Ксюша не искала ответа «за что?» Она не старалась даже понять, кто эти люди, пришедшие вместе с Сысоем, уничтожившие усадьбу коммуны, избившие коммунаров и приискателей, она мучительно думала: как помочь? Что можно сделать сейчас? Понимала главное: оставшись на свободе, можно чем-то помочь друзьям. Значит, нужно пока затаиться, заглушить в себе рвущийся крик.

Вон, как кутенка, швырнули из амбара Петюшку. Он кувыркнулся через голову по траве и заплакал. Из дверей к нему кинулась Аграфена. Упала рядом: то ли запнулась, то ли толкнул ее кто.

Вышел Егор, держа за руку Капку, худущий, испуганный.
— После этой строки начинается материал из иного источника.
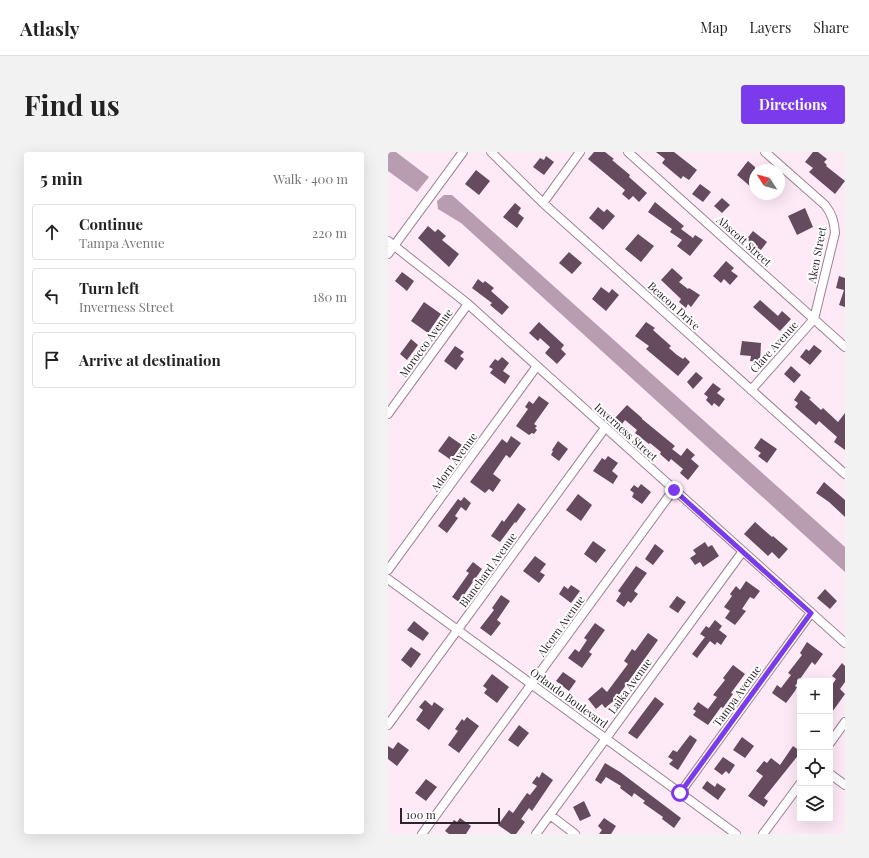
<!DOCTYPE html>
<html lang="en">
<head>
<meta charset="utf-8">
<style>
  body { margin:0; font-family:"Playfair Display",serif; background:#f2f2f2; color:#222 }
  .controls { position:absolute; right:12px; bottom:12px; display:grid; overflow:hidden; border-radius:4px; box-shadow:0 4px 16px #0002 }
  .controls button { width:36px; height:36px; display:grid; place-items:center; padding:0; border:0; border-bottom:1px solid #e0e0e0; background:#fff; color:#222; font:20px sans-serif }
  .compass { position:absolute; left:361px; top:12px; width:36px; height:36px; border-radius:50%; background:#fff; box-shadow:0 4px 16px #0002; rotate:306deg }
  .scale { position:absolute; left:12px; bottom:10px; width:100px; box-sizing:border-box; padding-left:4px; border:2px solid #30242c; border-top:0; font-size:11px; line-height:14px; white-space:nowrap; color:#30242c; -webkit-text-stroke:3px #fff; paint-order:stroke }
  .stop { position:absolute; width:12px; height:12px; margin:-9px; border:3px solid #7c3aed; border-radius:50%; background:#fff }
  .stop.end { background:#7c3aed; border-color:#fff; box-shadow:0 1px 4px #0008 }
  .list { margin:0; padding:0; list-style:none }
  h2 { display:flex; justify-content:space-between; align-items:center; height:52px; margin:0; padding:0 16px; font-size:17px }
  h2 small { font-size:13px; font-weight:400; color:#767676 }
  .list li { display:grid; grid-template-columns:26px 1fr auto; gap:12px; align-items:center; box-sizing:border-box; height:56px; margin:0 8px 8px; padding:0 8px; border:1px solid #e0e0e0; border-radius:4px }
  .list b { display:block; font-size:15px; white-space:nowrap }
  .list p { margin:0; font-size:13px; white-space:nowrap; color:#767676 }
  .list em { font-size:13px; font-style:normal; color:#767676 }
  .icon { flex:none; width:22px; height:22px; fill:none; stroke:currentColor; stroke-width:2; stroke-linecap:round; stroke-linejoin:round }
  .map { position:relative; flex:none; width:457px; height:682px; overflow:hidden; border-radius:4px }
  header { display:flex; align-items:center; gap:24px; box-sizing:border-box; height:56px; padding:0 20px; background:#fff; border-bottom:1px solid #e0e0e0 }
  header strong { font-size:19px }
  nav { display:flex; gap:22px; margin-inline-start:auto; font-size:14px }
  .intro { display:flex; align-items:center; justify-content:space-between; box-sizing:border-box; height:96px; padding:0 24px }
  h1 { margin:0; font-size:28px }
  .button { padding:10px 18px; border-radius:4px; background:#7c3aed; color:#fff; font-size:14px; font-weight:700 }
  main { display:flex; gap:24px; padding:0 24px }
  aside { flex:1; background:#fff; border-radius:4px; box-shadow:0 4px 16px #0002 }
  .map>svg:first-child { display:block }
</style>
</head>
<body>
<header>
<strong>Atlasly</strong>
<nav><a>Map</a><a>Layers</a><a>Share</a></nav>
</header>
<div class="intro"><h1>Find us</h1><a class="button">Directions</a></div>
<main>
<aside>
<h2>5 min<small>Walk · 400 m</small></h2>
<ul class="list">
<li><svg class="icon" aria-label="ahead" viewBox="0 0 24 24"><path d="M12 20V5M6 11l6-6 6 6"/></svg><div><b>Continue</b><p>Tampa Avenue</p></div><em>220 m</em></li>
<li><svg class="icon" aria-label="left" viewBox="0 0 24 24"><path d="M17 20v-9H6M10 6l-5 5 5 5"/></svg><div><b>Turn left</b><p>Inverness Street</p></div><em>180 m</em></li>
<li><svg class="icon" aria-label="arrive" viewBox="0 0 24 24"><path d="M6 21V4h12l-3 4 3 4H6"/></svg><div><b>Arrive at destination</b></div></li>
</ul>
</aside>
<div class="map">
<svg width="457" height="682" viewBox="0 0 457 682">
  <rect width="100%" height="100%" fill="#fee9f7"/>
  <path fill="#b79daf" d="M0 0H8L41 25 29 40 0 19Z
    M56 43H64L457 395V420L73 71 50 57 49 49Z"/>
  <path fill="#664a5e" d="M206 0H217L226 7 224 8 242 23 241 25 259 41 251 50 245 44 241 48 234 42 237 38 200 7Z
    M268 0H286L309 18 301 28 295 24 293 27 274 11 277 7Z
    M425 0H430L439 7 436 10 439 13 438 14 457 29 447 42 421 20 425 16 417 10Z
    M158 4 166 10 156 23 145 15 152 6 156 8Z
    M360 9 367 15V29L363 35 349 23Z
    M88 18 102 29 91 43 77 32Z
    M312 32 323 40 315 50 304 42Z
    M334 46 342 53 334 61 326 54Z
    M267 50 296 74 293 77 305 86 307 83 315 88 302 104 289 94 294 88 282 80 284 77 260 60Z
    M127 51 133 56 130 61 136 66 129 76 115 65Z
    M210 55 216 60 219 57 227 64 215 78 201 66Z
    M417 56 425 75 409 83 400 64Z
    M40 74 47 80 50 77 58 84 54 88 71 102 61 115 30 86Z
    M365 79 379 90 373 98 358 88Z
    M250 82 266 94 253 110 237 97Z
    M181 100 194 111 184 122 171 111Z
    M338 109 346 116 343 119 350 124 342 133 336 127 333 131 325 124Z
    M284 116 295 126 291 130 300 137 301 136 312 143 303 155 300 152 298 156 291 150 293 147 273 128Z
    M14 120 26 129 19 139 7 129Z
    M451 124 457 126V155L451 153 456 138 448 136Z
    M90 127 95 131 97 129 106 136 103 139 121 155 114 163 102 153 104 151 84 136Z
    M213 135 221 141 224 137 231 143 218 159 204 147Z
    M372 148 390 164 394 159 403 167 392 179 365 155Z
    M36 150 53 162 40 181 23 169Z
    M151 170 176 193 173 197 178 202 169 212 157 201 162 195 152 186 150 189 141 181Z
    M258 170 267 176 265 178 283 194 281 196 289 203 295 207 297 205 302 210 290 224 258 197 261 194 247 184Z
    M23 187 30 193 19 208 12 202Z
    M354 189 373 191 372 210 362 209 363 204 352 203Z
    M426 193 434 199 422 213 412 205 418 197 421 199Z
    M67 194 76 200 72 204 76 207 68 218 56 209Z
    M114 205 121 211 115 219 122 224 117 232 102 221 105 217 101 215 107 207 110 209Z
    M403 214 413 223 406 231 396 222Z
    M308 220 315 226 305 237 299 230Z
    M325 231 333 237 329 241 337 247 331 255 326 251 324 254 318 248 320 245 316 242Z
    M413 238 423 246 421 247 433 258 435 256 450 270 457 261V298L446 290 449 285 431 269 428 273 407 255 410 251 406 248Z
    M151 244 161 251 146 272 149 274 147 276 149 278 146 282 144 281 141 283 128 274 140 257 137 255 141 249 145 252Z
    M239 253 254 266V267L287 294 284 297 293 304 299 296 307 303 303 307 311 314 300 328 292 321 295 317 283 307 281 310 272 302 273 300 262 291 261 292 247 281 249 278 237 268 234 272 227 266Z
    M61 284 74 293 63 308 50 299Z
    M123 284 133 291 122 306 118 303 105 322 113 328 105 340 101 337 97 341 82 330 114 287 119 291Z
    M373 286 389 297 379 311 370 304 373 301 366 296Z
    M170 289 180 297 171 309 163 303 165 299 164 298Z
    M220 304 230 311 224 319 230 324 225 332 205 319 214 306 217 308Z
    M436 330 457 348V365L441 350 428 341Z
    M253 332 263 340 254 352 244 345 246 341 242 338 246 333 250 336Z
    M190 342 204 353 193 369 178 358Z
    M76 345 83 351 78 359 73 355 67 364 70 366 59 381 50 374 70 347 73 349Z
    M130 351 138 357 128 371 127 370 112 390 103 384 114 368 116 370Z
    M367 370 384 385 385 384 400 397 391 407 384 400 380 404 356 382Z
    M205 389 218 398 208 411 196 402Z
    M317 390 320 395 324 393 331 404 315 415 312 410 307 413 302 406 308 402 305 398Z
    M267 392 276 399 265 413 257 407Z
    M147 404 158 412 152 420 157 423 151 431 135 419Z
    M85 410 94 417 71 450 64 445 81 421 78 419Z
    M248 414 259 421 246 439 250 442 243 451 240 449 236 455 228 449 233 441 230 439Z
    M358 429 372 439 366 447 362 445 354 457 358 459 347 473 337 466 342 459 336 455 344 444 342 442 348 434 352 438Z
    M183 433 192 439 183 451 171 442 176 434 180 437Z
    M437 437 449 449 442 457 429 446Z
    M113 443 122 449 109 468 113 471 103 484 92 476 106 458 104 456Z
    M289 444 298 450 290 461 281 455Z
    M327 468 334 474 331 478 339 484 333 493 329 490 327 493 322 489 309 506 304 502 317 485 312 482 318 474 321 476Z
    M26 469 41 481 35 489 19 478Z
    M207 471 217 478 201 500 204 502 194 516 180 506 187 497 191 500 199 488 196 486Z
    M260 481 270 488 228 547 217 556 214 552 208 557 200 547 214 535 219 540 240 512 236 509 244 497 247 499Z
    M419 490 435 502 427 513 424 510 407 534 409 535 407 539 398 551 384 541 389 533 393 536 403 523 400 521 414 503 412 501Z
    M23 495 33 502 23 516 13 508Z
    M454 511 457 514V530L452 537 457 542 442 563V536L448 527 444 524Z
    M345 513 357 522 343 541 345 542 335 556 333 555 320 573 305 563 308 559 305 557 310 550 320 557 329 545 325 543 337 528 335 526Z
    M175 520 188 529 181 539 168 529Z
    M104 522 121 535 109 551 96 541 99 537 95 534Z
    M267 545 276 552 249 587 240 581Z
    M37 548 44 554 46 550 56 557 41 578 28 568 35 558 31 555Z
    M79 565 91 574 71 601 60 593 70 579 67 577 74 567 76 569Z
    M131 573 141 581 130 595 120 588Z
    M302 583 309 588 290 618 281 612 285 608 280 605 285 598 289 600Z
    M354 585 366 594 357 606 345 598Z
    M10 590 21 598 9 614 0 607V594L5 597Z
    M405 594 412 599V601L376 646 380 649 376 655 360 644 375 624 368 619 376 609 379 611 383 606 392 613Z
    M335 605 347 613 341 622 338 619 334 623 326 617Z
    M217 611 232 620 293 666 286 676 274 667 275 665 255 651 257 649 246 641 244 645 232 636 233 634 218 625 213 632 207 628Z
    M154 620 165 628 144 659 141 656 133 667 137 670 128 682H123L110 673 121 658 125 661 139 641 142 643 149 634 144 631 149 624 151 626Z
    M38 627 49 635 38 649 27 641Z
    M319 629 327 635 329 631 338 637 330 648 314 636Z
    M196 649 203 664 192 669 185 655Z
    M72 666 83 674 78 682H61L57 679 66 668 69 670Z
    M216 666 228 674 223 682H211L214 678 210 674Z"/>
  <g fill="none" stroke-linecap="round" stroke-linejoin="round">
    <defs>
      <path id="minor" d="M103 0 155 51 457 322
        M240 0 457 195
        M155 51 192 0
        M0 89 80 152 457 491
        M0 102 75 0
        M363 238 426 167 447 81C446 69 444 62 437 53L377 0
        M0 262 80 152
        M0 418 149 214
        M0 427 348 682
        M0 573 217 276
        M442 591 457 570
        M442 622 457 633
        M292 641 423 461
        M162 663 187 682
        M34 682 286 337
        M148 682 355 399
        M375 682 412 632"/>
    </defs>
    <use href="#minor" stroke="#9f8095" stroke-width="10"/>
    <use href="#minor" stroke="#fff" stroke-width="8"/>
  </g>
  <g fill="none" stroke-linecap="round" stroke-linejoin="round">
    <path stroke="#7c3aed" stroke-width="5" d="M286 338 423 461 292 641"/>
  </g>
  <g text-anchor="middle" stroke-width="4" stroke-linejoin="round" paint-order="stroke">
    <g font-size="11" fill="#30242c" stroke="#fff">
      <text transform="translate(356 89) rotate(42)" y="4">Abscott Street</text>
      <text transform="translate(429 103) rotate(-79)" y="4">Aken Street</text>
      <text transform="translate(286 154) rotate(42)" y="4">Beacon Drive</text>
      <text transform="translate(38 191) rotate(-54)" y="4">Morocco Avenue</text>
      <text transform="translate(386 195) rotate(-48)" y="4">Clare Avenue</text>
      <text transform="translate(238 280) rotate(42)" y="4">Inverness Street</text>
      <text transform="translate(66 310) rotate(-54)" y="4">Adorn Avenue</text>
      <text transform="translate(100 418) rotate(-54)" y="4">Blanchard Avenue</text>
      <text transform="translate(173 474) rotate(-54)" y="4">Alcorn Avenue</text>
      <text transform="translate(242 534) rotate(-54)" y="4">Laika Avenue</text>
      <text transform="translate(349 544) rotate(-54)" y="4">Tampa Avenue</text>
      <text transform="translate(181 546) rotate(36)" y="4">Orlando Boulevard</text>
    </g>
  </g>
</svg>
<div class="controls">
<button>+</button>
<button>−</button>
<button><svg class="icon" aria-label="locate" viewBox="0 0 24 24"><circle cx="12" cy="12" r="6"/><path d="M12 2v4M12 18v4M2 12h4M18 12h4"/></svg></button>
<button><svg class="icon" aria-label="layers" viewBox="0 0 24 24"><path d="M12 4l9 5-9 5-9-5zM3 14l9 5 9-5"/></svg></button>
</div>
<svg class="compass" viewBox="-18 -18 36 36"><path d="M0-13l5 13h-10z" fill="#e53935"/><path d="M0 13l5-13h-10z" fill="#767676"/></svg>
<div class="scale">100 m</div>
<div class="stop" style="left:292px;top:641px"></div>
<div class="stop end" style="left:286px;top:338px"></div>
</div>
</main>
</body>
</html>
Он ли смешил товарищей вечером доброй шуткой?

У Веры под глазом кровоподтек, почти до губы. Ксюша заметила, что не видно Вавилы. Он собирался утром поехать в уезд.

Вокруг коммунаров кольцом шли солдаты с винтовками наперевес. Пленников согнали к скамейкам. На крыльцо вышел Горев и встал впереди Кузьмы. Чуть привстав на носки, он оглядел арестованных, усмехнулся в усы и крикнул в притихшую толпу:

— Крестьяне села Рогачева! Большевики уничтожены, и в Сибири восстановлен добрый старый порядок. Царя еще нет, но он будет! Тогда с каждого спросят, что он делал при большевиках. Коммуну я сжег, на прииске восстановлена власть хозяина Аркадия Илларионовича Ваницкого. А этих, — показал пальцем на стоящих у ворот коммунаров, — на скамьи, чтоб другие запомнили! А пока скажите мне откровенно, где Вавила Уралов?

Сошел с крыльца, — обошел вокруг коммунаров и приискателей. Ткнул в грудь дядю Журу.

— Где Вавила, старик? Не упрямься. Молчишь? Взять его на скамейку!

Четыре солдата схватили Журу. Он упирался, закидывал голову, что-то кричал, обращаясь то к коммунарам, то к стоящим вокруг крестьянам. Но коммунары в кольце штыков. На рогачевцев направлены дула винтовок.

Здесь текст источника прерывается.